» Records from a data source

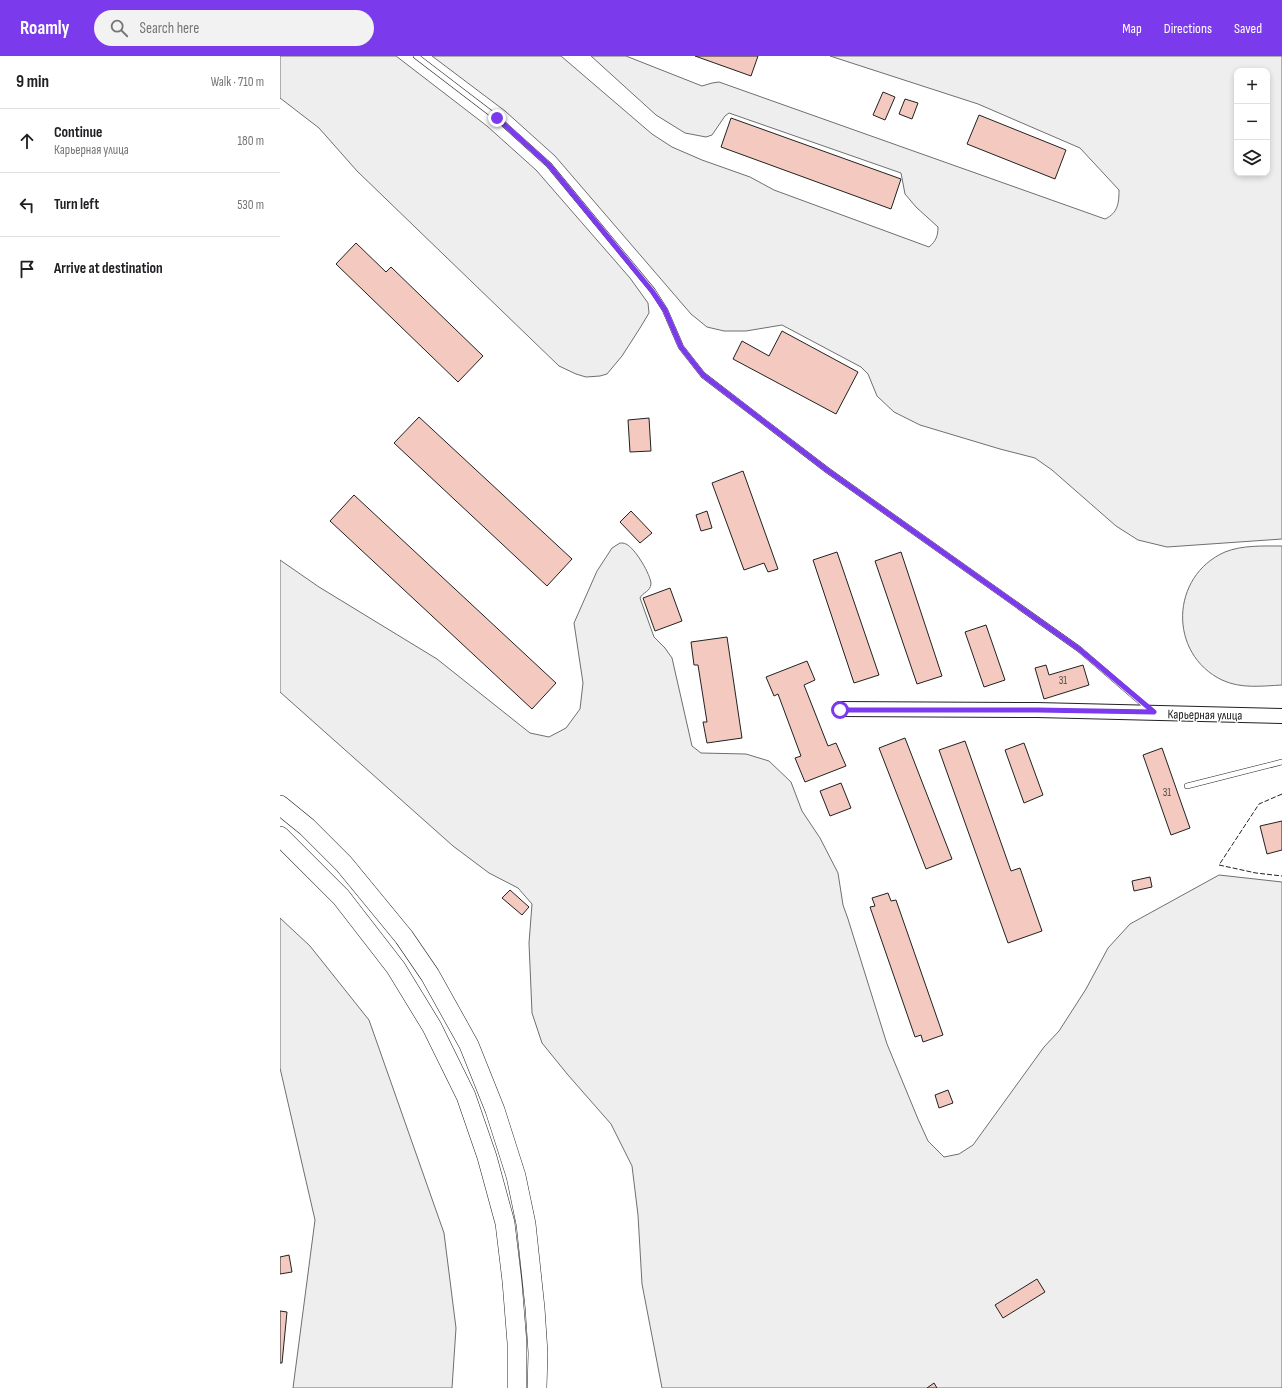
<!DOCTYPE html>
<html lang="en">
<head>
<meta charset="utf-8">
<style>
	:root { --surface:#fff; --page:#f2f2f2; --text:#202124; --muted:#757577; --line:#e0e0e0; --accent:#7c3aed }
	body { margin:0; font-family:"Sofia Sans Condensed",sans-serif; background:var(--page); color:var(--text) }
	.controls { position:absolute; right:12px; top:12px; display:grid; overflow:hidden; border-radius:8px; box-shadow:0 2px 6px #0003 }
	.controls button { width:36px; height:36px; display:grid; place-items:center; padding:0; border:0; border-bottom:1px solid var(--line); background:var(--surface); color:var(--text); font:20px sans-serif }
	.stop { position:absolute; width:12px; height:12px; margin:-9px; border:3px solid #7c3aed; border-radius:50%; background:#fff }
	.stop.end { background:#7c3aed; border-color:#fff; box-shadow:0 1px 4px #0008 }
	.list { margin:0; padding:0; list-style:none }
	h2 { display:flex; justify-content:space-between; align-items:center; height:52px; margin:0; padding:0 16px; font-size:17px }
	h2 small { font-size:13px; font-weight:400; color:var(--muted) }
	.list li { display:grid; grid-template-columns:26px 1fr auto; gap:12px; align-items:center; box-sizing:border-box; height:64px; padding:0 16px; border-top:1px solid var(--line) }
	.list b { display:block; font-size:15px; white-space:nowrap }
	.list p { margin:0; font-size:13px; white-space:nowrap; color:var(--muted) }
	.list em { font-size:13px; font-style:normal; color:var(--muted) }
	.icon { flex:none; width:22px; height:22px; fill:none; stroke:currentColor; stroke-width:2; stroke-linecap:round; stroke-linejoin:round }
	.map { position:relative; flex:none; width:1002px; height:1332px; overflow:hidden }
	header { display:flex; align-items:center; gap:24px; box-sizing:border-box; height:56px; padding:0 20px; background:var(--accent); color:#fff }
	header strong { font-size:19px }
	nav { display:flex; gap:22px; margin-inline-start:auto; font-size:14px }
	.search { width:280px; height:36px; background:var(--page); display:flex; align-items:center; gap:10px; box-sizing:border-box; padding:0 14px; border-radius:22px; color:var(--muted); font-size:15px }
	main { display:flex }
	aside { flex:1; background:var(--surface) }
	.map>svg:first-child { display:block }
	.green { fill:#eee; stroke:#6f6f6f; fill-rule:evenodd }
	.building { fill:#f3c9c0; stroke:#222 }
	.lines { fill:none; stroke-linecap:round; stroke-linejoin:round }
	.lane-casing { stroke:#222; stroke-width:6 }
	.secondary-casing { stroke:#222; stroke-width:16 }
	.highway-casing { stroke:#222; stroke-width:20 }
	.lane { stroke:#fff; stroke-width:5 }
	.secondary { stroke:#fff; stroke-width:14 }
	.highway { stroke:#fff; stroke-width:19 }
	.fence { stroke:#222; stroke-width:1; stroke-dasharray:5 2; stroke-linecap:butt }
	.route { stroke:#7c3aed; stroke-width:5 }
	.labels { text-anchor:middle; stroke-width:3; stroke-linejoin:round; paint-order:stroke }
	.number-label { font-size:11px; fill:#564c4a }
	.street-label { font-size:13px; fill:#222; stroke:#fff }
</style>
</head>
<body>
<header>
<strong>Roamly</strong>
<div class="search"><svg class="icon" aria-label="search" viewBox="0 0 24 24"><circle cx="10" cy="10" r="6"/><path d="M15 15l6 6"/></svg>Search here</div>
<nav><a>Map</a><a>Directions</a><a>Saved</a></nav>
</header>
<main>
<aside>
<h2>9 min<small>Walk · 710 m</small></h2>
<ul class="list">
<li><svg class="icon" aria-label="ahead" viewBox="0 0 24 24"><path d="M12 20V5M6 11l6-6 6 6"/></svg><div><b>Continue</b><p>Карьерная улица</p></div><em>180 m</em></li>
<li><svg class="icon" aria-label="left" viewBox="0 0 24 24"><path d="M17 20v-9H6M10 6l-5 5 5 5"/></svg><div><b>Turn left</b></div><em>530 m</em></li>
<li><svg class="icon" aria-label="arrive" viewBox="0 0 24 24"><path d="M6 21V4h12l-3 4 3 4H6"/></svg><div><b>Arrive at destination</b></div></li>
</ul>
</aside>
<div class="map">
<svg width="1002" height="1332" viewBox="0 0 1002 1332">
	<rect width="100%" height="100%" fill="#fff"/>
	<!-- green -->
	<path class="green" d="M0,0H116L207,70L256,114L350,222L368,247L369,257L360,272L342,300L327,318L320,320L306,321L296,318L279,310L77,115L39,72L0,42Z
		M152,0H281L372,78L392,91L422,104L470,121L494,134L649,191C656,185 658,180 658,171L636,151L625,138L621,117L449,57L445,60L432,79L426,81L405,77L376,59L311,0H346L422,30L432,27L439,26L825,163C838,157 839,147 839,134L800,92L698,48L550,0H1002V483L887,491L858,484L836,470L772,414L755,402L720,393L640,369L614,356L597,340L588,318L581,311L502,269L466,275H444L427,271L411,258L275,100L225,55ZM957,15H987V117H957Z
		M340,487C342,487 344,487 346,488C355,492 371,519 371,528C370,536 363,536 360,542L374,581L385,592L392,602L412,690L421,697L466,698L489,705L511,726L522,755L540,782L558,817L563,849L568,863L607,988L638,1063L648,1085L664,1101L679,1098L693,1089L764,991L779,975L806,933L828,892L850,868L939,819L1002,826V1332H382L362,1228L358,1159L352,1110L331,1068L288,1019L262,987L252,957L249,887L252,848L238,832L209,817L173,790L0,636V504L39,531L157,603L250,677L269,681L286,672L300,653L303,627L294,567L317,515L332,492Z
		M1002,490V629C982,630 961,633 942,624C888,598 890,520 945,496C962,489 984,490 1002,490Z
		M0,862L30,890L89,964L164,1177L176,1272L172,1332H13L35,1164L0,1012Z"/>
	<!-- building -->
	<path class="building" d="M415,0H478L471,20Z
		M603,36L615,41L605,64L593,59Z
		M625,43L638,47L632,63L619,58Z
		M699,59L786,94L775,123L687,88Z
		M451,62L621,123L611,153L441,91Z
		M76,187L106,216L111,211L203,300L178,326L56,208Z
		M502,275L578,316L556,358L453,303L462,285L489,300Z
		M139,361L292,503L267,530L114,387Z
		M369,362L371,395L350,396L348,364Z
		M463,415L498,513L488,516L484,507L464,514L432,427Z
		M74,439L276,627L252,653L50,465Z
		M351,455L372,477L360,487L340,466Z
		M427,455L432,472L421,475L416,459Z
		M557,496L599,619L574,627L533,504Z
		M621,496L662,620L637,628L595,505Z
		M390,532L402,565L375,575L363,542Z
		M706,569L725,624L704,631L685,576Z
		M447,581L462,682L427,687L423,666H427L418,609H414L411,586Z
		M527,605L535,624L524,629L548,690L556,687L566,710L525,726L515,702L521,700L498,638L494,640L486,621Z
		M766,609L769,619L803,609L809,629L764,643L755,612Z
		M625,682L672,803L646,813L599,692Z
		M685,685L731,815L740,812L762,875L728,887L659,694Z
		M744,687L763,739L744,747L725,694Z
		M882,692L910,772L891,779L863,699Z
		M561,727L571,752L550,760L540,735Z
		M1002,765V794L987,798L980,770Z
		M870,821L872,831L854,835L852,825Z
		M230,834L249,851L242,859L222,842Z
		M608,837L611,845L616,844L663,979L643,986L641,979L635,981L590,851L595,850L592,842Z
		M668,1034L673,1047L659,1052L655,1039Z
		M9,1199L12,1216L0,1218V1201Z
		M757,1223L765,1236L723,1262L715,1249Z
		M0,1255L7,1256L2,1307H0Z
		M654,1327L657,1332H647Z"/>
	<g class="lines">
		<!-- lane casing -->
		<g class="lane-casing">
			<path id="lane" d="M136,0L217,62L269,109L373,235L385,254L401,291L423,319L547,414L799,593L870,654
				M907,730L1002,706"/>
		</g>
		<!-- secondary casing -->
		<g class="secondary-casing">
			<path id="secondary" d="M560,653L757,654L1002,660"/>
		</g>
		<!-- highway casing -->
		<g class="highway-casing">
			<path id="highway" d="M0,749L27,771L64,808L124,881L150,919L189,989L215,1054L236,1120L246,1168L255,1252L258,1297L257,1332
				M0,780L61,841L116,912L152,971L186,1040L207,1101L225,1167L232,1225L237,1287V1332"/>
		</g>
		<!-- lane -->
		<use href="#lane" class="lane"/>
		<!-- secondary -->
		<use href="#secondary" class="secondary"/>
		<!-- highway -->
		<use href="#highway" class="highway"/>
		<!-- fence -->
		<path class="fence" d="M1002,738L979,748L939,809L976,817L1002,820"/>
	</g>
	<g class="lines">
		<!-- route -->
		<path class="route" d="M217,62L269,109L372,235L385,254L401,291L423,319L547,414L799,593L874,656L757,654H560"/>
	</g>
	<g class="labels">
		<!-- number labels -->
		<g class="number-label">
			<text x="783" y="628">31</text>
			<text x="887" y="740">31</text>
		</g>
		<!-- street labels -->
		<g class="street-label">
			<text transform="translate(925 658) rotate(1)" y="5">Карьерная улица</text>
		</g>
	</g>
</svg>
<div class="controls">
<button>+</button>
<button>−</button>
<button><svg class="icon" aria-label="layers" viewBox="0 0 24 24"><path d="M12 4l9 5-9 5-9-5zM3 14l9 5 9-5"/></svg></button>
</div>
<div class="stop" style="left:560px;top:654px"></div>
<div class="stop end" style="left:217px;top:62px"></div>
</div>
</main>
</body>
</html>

--

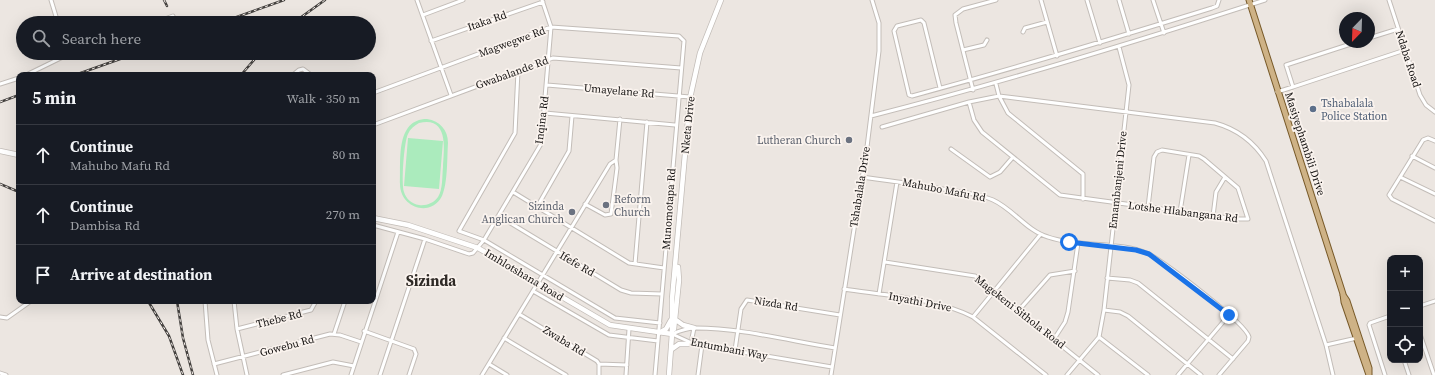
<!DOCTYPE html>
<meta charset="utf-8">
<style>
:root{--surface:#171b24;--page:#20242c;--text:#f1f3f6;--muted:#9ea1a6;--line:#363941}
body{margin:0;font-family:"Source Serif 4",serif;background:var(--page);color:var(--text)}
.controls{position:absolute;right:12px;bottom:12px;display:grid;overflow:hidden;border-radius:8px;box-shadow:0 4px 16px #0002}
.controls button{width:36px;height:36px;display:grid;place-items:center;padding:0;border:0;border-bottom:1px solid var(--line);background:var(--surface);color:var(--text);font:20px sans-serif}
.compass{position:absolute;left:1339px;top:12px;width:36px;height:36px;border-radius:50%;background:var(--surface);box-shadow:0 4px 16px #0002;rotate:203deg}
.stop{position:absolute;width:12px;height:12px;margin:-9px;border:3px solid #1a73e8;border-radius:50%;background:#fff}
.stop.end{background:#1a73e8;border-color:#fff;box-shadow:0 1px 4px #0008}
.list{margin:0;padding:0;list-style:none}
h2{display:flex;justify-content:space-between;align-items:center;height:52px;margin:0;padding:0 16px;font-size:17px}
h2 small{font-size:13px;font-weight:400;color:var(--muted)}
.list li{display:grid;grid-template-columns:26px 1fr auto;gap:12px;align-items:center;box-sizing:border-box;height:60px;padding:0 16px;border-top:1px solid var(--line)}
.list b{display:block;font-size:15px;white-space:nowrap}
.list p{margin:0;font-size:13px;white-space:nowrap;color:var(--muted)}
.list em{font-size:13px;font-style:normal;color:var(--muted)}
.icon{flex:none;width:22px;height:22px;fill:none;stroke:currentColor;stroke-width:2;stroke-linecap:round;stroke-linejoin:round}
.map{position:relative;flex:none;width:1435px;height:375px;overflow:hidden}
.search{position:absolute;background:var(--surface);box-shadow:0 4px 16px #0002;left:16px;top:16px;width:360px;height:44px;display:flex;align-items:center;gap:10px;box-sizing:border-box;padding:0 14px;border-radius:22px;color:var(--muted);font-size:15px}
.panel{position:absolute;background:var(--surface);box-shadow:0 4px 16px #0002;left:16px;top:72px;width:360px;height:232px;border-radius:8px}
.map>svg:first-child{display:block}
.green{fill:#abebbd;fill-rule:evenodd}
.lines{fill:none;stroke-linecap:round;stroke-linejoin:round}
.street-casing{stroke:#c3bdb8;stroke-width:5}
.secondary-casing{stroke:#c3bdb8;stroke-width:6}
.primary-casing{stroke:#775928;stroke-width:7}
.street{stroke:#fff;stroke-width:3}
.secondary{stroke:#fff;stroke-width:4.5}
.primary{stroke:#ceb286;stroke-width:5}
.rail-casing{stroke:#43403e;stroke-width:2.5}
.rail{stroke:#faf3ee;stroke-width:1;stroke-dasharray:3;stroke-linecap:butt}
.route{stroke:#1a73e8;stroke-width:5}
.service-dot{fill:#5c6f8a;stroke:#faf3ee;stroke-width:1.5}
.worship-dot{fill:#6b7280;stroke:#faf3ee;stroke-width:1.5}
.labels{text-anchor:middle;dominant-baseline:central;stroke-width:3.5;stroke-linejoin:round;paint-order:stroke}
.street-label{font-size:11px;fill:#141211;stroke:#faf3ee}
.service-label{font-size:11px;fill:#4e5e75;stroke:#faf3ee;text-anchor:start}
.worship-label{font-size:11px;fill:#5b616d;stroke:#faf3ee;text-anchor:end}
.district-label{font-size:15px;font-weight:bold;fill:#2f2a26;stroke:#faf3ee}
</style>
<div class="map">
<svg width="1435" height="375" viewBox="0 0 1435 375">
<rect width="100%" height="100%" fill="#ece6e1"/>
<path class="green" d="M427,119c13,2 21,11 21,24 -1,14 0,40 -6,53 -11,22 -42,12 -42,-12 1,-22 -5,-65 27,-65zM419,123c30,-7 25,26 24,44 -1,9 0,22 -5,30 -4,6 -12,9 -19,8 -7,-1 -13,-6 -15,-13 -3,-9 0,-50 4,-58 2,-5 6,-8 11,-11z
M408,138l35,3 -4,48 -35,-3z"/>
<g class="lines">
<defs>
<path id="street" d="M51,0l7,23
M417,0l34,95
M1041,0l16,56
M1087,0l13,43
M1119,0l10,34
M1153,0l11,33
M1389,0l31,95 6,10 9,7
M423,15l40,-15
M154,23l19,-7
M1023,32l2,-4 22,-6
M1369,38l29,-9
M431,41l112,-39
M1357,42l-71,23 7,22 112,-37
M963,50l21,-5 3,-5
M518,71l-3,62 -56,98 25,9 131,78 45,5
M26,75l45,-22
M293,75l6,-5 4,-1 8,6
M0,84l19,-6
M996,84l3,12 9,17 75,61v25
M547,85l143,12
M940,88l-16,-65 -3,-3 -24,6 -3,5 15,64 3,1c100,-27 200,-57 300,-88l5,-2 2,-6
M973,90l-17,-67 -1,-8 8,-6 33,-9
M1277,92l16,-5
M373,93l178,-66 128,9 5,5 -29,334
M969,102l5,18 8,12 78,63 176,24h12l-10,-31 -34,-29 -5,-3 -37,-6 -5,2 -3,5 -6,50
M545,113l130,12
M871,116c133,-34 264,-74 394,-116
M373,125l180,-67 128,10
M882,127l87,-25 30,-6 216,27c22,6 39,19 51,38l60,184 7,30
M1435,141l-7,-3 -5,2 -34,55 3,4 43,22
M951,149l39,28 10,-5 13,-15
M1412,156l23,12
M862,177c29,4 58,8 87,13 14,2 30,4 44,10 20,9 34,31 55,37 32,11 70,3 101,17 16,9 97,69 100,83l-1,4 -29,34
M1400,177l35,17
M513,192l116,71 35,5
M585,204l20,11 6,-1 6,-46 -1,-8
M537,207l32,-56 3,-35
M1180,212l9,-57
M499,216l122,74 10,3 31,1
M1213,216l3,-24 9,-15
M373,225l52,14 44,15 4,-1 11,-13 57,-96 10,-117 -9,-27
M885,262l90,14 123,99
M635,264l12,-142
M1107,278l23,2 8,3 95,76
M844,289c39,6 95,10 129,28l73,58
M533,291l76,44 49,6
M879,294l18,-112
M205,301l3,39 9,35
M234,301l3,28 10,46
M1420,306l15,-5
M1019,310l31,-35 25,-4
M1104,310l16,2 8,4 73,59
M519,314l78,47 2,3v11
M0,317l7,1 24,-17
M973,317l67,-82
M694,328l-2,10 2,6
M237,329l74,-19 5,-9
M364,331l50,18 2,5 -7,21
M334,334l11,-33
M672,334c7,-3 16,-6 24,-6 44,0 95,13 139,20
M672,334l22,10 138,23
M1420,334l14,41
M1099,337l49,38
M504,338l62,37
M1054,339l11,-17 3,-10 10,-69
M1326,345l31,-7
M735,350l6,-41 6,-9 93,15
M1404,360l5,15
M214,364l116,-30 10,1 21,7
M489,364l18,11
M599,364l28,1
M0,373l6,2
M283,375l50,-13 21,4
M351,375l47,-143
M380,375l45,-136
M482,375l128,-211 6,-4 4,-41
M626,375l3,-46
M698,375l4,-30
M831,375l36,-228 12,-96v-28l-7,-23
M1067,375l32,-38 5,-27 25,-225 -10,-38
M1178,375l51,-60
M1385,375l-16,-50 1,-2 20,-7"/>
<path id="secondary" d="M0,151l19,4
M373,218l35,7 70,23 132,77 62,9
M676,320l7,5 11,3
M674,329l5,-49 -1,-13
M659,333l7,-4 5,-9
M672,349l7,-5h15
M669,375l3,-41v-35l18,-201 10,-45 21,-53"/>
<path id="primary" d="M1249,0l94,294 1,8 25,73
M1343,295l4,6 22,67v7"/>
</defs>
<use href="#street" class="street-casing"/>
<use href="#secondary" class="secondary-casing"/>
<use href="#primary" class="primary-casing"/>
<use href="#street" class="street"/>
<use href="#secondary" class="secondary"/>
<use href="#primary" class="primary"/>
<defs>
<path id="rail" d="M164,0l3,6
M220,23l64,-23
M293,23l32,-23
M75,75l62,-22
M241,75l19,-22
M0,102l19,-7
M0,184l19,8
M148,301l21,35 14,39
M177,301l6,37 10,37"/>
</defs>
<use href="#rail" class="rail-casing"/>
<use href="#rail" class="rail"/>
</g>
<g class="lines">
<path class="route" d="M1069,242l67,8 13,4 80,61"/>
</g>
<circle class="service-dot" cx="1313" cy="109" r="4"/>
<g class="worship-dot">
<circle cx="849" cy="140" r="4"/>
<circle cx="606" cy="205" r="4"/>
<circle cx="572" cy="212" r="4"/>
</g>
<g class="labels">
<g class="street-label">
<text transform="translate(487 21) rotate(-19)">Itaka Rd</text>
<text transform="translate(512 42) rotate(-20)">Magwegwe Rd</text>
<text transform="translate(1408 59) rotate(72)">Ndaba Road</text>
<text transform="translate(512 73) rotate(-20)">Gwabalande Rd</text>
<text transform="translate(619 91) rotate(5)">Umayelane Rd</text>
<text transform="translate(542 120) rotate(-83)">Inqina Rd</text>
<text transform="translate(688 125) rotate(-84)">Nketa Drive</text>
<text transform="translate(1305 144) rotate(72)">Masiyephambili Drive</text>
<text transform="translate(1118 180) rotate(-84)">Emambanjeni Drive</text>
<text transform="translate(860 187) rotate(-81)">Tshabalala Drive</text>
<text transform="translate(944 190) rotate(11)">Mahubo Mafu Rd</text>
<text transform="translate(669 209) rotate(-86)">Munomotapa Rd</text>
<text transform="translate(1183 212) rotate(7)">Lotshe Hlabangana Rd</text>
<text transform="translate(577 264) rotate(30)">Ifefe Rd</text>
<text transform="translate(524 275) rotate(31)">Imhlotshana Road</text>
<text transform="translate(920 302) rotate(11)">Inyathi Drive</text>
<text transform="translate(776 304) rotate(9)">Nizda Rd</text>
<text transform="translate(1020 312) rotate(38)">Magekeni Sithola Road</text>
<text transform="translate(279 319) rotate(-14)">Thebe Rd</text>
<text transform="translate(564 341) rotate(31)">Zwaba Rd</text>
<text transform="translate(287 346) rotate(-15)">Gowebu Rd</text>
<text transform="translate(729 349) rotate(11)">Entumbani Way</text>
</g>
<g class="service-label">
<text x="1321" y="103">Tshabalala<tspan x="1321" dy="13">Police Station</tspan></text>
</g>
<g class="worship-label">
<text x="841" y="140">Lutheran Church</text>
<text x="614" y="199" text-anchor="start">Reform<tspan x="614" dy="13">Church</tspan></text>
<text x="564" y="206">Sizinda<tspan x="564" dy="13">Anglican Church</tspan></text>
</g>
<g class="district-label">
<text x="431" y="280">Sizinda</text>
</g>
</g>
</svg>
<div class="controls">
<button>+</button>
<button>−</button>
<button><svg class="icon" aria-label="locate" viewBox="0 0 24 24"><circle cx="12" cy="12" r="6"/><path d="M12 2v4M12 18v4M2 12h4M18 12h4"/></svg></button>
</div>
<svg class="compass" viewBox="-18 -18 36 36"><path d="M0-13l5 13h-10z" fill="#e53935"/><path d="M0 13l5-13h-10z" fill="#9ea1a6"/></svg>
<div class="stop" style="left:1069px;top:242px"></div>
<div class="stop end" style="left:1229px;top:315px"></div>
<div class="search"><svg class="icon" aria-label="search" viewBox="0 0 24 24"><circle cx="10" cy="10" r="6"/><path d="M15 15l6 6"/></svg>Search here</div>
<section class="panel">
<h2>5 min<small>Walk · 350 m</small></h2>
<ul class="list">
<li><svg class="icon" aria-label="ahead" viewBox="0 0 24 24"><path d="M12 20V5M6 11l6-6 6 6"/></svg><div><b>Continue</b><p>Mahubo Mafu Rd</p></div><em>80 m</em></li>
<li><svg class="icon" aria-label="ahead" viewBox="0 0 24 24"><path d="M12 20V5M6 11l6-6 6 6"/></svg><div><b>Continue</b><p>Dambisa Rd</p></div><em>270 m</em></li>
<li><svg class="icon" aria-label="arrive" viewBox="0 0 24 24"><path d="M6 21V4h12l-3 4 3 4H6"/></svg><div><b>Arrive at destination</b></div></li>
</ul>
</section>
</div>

» Problem requirements
Find the lines above that contain the word "bottom" and copy each one.

» Result for this task
	.controls button { width:36px; height:36px; display:grid; place-items:center; padding:0; border:0; border-bottom:1px solid var(--line); background:var(--surface); color:var(--text); font:20px sans-serif }
.controls{position:absolute;right:12px;bottom:12px;display:grid;overflow:hidden;border-radius:8px;box-shadow:0 4px 16px #0002}
.controls button{width:36px;height:36px;display:grid;place-items:center;padding:0;border:0;border-bottom:1px solid var(--line);background:var(--surface);color:var(--text);font:20px sans-serif}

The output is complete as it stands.